Assignment
Below are records to print word for word; include none of their pictures.

Data supplied
================================
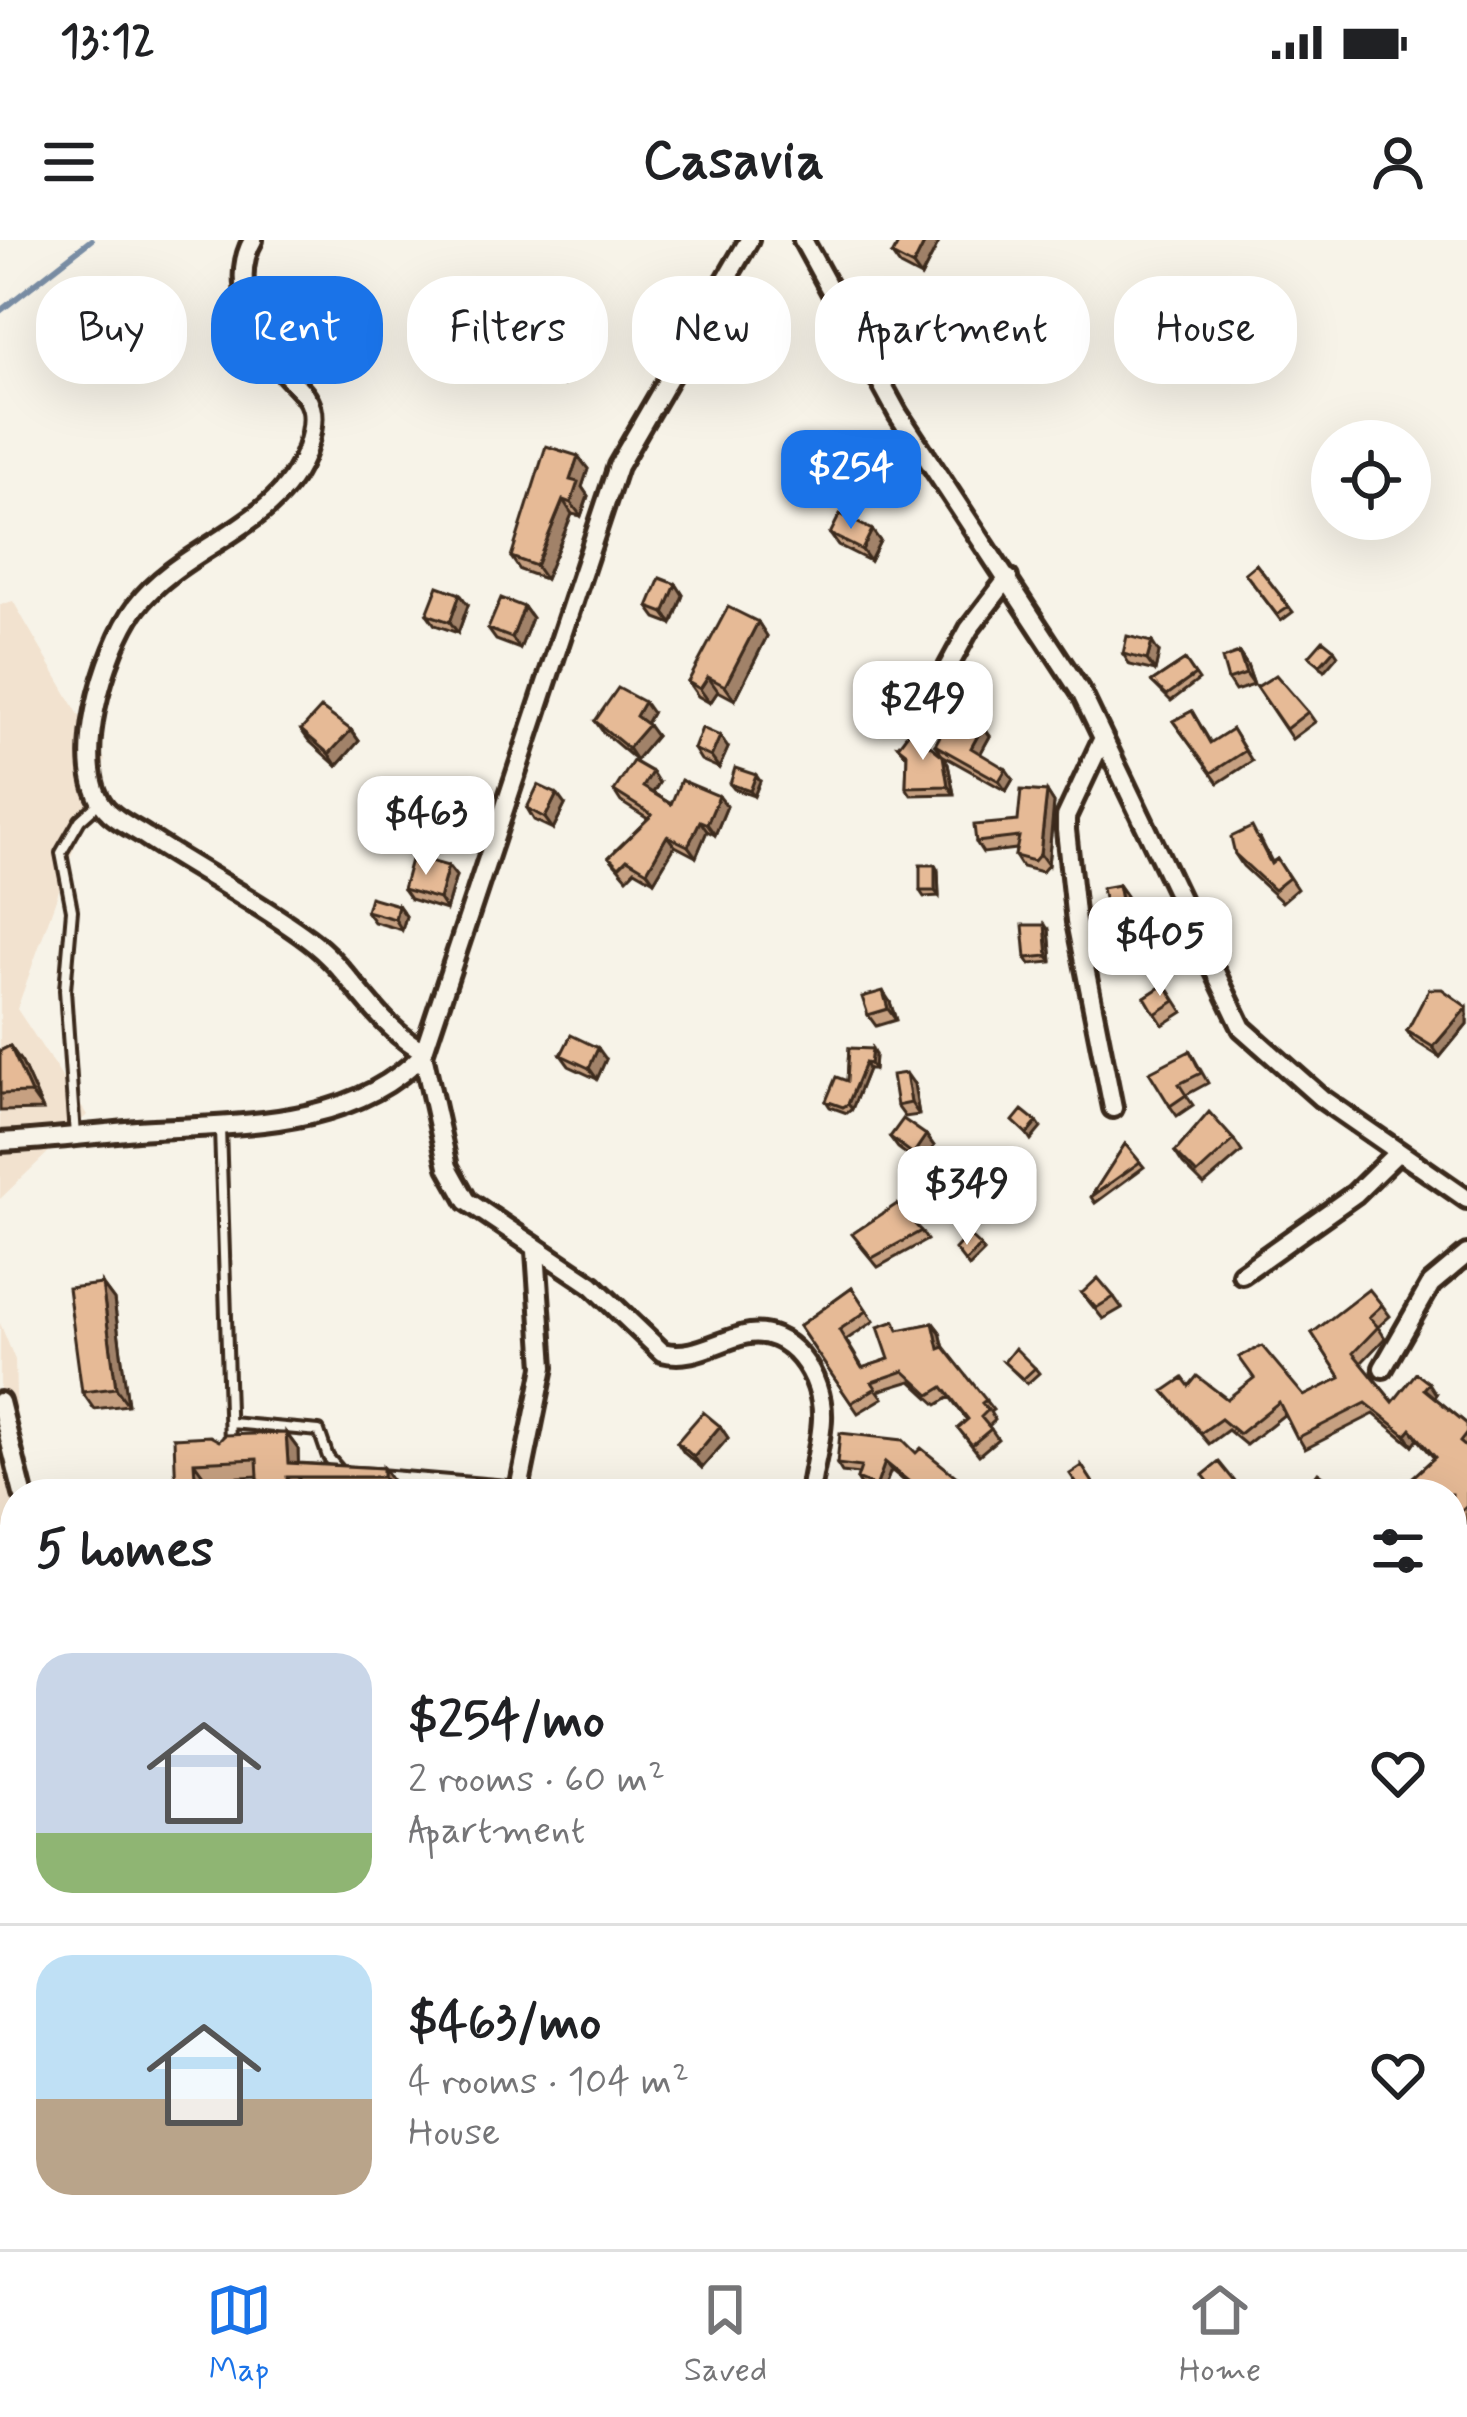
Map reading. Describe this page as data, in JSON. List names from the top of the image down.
{
  "page": {
    "status": "13:12",
    "header": "Casavia",
    "chip": [
      "Buy",
      "Rent",
      "Filters",
      "New",
      "Apartment",
      "House"
    ],
    "price": [
      "$254",
      "$249",
      "$463",
      "$405",
      "$349"
    ],
    "heading": "5 homes",
    "list": [
      {
        "name": "$254/mo",
        "note": "2 rooms · 60 m² · Apartment"
      },
      {
        "name": "$463/mo",
        "note": "4 rooms · 104 m² · House"
      }
    ],
    "tabs": ["Map", "Saved", "Home"]
  }
}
================================
Solution
Map reading. Describe this page as data, in JSON. List names from the top of the image down.
{
  "page": {
    "status": "13:12",
    "header": "Casavia",
    "chip": [
      "Buy",
      "Rent",
      "Filters",
      "New",
      "Apartment",
      "House"
    ],
    "price": [
      "$254",
      "$249",
      "$463",
      "$405",
      "$349"
    ],
    "heading": "5 homes",
    "list": [
      {
        "name": "$254/mo",
        "note": "2 rooms · 60 m² · Apartment"
      },
      {
        "name": "$463/mo",
        "note": "4 rooms · 104 m² · House"
      }
    ],
    "tabs": ["Map", "Saved", "Home"]
  }
}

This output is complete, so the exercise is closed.